Why all roads lead to infra debt funds

With bank appetites having been curtailed, new investors of all stripes are flocking to this recession-resistant segment of the market, say Hadley Peer Marshall and Ian Simes of Brookfield Infrastructure.

This article is sponsored by Brookfield Infrastructure.

Infrastructure debt has prospered into an established asset class in recent years. A market historically dominated by commercial banks with large project finance groups, post-financial crisis regulation saw private capital play a more central role in financing infrastructure at the senior debt level and open up the subordinated debt market.
Brookfield has been active in the infrastructure debt space for many years across the transportation, energy, renewables, data and utilities sectors, leveraging the strength of its leading global equity franchise.

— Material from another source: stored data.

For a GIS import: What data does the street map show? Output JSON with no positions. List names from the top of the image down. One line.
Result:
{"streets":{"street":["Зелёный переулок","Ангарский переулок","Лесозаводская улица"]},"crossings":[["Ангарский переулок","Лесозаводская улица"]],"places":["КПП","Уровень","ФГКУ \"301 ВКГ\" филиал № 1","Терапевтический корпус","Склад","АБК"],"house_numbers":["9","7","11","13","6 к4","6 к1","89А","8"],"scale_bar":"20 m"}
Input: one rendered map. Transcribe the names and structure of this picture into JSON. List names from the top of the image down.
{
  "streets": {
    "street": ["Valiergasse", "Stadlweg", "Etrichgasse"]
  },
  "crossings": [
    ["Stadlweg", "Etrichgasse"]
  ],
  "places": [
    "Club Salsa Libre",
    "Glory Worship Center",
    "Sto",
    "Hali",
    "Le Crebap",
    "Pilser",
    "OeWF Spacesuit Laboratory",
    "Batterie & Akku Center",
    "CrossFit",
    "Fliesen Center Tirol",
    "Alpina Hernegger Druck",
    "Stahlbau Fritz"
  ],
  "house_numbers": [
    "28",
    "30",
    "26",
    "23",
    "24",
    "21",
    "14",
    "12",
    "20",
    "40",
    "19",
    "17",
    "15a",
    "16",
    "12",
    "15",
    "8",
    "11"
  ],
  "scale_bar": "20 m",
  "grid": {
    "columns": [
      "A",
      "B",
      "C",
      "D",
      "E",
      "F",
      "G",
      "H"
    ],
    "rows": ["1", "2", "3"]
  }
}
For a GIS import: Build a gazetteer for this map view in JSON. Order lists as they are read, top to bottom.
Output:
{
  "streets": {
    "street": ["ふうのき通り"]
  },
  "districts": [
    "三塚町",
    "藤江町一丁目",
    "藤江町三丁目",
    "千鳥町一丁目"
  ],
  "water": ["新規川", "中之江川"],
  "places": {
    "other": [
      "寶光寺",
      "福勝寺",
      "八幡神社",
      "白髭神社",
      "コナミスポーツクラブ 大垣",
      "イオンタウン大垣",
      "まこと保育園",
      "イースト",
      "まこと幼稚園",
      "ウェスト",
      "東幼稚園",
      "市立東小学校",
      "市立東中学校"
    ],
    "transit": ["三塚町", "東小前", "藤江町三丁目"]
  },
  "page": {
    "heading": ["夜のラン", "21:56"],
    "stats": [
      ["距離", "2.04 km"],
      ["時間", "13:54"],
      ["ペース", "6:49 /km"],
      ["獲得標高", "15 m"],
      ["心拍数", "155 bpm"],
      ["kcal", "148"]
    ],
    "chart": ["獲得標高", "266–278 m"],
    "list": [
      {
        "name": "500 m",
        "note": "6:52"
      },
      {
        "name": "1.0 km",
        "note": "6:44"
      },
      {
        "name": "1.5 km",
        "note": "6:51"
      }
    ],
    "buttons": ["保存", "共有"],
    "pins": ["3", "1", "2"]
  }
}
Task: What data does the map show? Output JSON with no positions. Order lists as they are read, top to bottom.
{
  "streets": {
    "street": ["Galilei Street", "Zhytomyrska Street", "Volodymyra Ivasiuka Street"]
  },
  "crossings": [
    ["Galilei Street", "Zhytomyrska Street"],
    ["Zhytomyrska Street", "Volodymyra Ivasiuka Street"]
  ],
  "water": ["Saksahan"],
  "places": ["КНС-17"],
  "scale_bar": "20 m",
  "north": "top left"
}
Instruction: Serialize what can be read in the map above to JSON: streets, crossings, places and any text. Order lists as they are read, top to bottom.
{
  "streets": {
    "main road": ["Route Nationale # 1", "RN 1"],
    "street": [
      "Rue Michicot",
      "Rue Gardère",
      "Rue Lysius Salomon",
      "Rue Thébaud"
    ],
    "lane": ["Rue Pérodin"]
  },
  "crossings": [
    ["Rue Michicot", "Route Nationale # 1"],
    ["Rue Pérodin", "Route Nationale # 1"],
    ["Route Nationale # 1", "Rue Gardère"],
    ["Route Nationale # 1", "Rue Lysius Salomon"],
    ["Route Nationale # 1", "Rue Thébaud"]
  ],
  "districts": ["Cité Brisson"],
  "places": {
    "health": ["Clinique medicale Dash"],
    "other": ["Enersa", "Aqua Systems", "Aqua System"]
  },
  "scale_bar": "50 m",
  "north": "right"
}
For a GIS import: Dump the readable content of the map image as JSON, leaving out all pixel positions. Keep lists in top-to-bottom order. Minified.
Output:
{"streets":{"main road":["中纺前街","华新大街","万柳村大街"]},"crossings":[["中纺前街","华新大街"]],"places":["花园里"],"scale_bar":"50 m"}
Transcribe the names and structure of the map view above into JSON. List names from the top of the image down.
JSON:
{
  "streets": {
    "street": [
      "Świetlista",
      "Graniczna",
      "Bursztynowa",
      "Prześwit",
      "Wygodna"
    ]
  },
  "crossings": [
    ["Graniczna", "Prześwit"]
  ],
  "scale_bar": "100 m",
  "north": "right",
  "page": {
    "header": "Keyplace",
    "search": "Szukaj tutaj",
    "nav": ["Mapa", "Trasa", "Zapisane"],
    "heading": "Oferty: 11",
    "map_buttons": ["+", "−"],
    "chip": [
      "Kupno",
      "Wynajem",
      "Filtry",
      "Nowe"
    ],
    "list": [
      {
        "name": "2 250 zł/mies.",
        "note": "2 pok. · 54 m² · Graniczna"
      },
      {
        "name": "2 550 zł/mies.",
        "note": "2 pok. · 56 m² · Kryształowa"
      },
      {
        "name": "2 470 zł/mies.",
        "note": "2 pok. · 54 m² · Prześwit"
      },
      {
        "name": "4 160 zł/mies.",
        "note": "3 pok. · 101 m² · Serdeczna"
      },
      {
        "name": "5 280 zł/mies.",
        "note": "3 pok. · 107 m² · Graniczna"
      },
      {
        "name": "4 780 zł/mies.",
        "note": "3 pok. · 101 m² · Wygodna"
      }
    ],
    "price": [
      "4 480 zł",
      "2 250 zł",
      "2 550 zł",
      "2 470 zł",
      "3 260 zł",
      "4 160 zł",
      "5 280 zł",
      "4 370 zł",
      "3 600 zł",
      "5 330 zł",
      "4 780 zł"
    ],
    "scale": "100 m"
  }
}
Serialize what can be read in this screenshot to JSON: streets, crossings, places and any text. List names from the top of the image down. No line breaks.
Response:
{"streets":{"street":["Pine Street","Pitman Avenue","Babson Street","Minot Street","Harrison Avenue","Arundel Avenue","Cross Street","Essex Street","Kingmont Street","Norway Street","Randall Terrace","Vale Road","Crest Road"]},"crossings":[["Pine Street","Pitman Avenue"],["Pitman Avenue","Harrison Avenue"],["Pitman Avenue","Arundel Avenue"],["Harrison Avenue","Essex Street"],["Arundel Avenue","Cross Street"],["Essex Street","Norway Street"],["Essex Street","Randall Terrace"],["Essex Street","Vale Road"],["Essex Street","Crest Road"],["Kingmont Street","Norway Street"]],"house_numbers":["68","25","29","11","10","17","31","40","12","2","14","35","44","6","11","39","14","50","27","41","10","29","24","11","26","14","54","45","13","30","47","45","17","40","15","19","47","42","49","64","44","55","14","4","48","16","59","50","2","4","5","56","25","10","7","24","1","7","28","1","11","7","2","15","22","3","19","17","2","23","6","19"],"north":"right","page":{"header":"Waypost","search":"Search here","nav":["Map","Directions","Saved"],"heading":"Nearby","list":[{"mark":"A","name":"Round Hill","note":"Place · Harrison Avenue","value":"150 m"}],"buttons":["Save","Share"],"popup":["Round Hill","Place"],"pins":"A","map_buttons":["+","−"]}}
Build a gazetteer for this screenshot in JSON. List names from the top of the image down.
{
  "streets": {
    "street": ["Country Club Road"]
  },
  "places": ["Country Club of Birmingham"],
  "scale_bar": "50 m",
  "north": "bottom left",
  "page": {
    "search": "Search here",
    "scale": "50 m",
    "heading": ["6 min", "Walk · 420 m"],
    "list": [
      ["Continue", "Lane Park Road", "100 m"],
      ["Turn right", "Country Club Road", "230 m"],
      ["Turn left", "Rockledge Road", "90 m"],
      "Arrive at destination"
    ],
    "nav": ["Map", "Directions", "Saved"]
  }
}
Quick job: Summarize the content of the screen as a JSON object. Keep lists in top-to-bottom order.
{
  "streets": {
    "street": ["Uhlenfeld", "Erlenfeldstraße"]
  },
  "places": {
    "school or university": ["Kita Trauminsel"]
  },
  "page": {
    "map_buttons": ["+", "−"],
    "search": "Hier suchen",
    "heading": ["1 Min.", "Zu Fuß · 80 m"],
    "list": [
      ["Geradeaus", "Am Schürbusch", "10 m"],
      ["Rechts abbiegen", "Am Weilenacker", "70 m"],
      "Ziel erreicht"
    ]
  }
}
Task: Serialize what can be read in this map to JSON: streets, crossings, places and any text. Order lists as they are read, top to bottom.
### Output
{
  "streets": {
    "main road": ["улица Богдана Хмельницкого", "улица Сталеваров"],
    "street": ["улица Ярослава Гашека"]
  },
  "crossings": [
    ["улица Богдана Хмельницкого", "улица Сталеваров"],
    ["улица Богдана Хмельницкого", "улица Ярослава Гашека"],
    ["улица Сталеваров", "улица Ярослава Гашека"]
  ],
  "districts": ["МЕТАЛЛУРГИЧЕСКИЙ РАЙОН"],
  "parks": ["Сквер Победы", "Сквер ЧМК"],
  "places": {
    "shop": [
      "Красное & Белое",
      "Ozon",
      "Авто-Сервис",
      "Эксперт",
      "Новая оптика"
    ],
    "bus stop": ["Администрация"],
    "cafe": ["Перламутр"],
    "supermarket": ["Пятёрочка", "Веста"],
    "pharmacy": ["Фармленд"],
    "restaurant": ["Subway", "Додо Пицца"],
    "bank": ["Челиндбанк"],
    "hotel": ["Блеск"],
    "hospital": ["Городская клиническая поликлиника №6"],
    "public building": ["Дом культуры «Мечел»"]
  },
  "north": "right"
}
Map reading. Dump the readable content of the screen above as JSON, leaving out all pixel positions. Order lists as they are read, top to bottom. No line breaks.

Institutional investors now have a plethora of debt options, from direct lending to corporates to real estate debt. How does infra debt offer something different to LPs?

Ian Simes
Ian Simes

Ian Simes: The benefits of infrastructure debt come from the attributes of the underlying assets, in particular a degree of essentiality and high barriers to entry. Assets like ports, airports, toll roads or utilities, which people always need but cannot be easily replicated.
These assets will generally perform well in a downturn which differentiates the debt from that of other assets such as corporate debt or leveraged finance loans.
The upside for investors is that we’re making illiquid and highly structured loans which attract a higher spread, but the nature of the underlying infrastructure asset actually gives the investor a higher level of protection.

Hadley Peer Marshall: It’s also difficult for institutional investors to obtain exposure to infrastructure debt except through debt funds. Historically, you would have to be an insurance company with a team in place that lends directly, but now pension funds, insurance companies, family offices and other types of investors are all able to obtain access.

We see relatively few infra debt funds raised. Is the industry suffering from a lack of competition with only a few large players in the market?

Hadley Peer Marshall
Hadley Peer Marshall

HPM: What we’re seeing in infrastructure debt today is building momentum from investors, fund managers and borrowers and you need all three of these to build a strong market. Regulations have curtailed bank appetites for levered infrastructure deals and that has opened up many more options for others to come in as providers. We’ve also seen this development in the subordinated debt space, which didn’t exist 10 years ago.
All this means it’s a great time to be a borrower because all kinds of projects that might have struggled to raise financing from the banks can now attract funding via alternative providers.

IS: The senior debt space has become very competitive with debt funds, banks and the larger insurance companies and pension funds all providing capital for infrastructure debt. However, in the non-investment grade space, we see less competition and fewer funds and a much more modest supply of capital. This makes it a good place to be a lender.

What’s the near-term outlook for infra debt, given growing fears the global economy may be about to turn?
HPM: The benefit of infrastructure is that you are less exposed to the cycle, as the deals we do involve assets with stable, contracted cashflows and the characteristics of the asset class are generally uncorrelated to the broader market.

IS: From a recovery or economic loss perspective, infrastructure has historically performed well throughout all market cycles, including previous downturns, due to the quality of the underlying assets. However, what we can also expect to see in a downturn is that spreads will widen across the credit markets and, while infrastructure won’t be immune from this, we expect infrastructure credit will perform better with less volatility in comparison to other credit sectors.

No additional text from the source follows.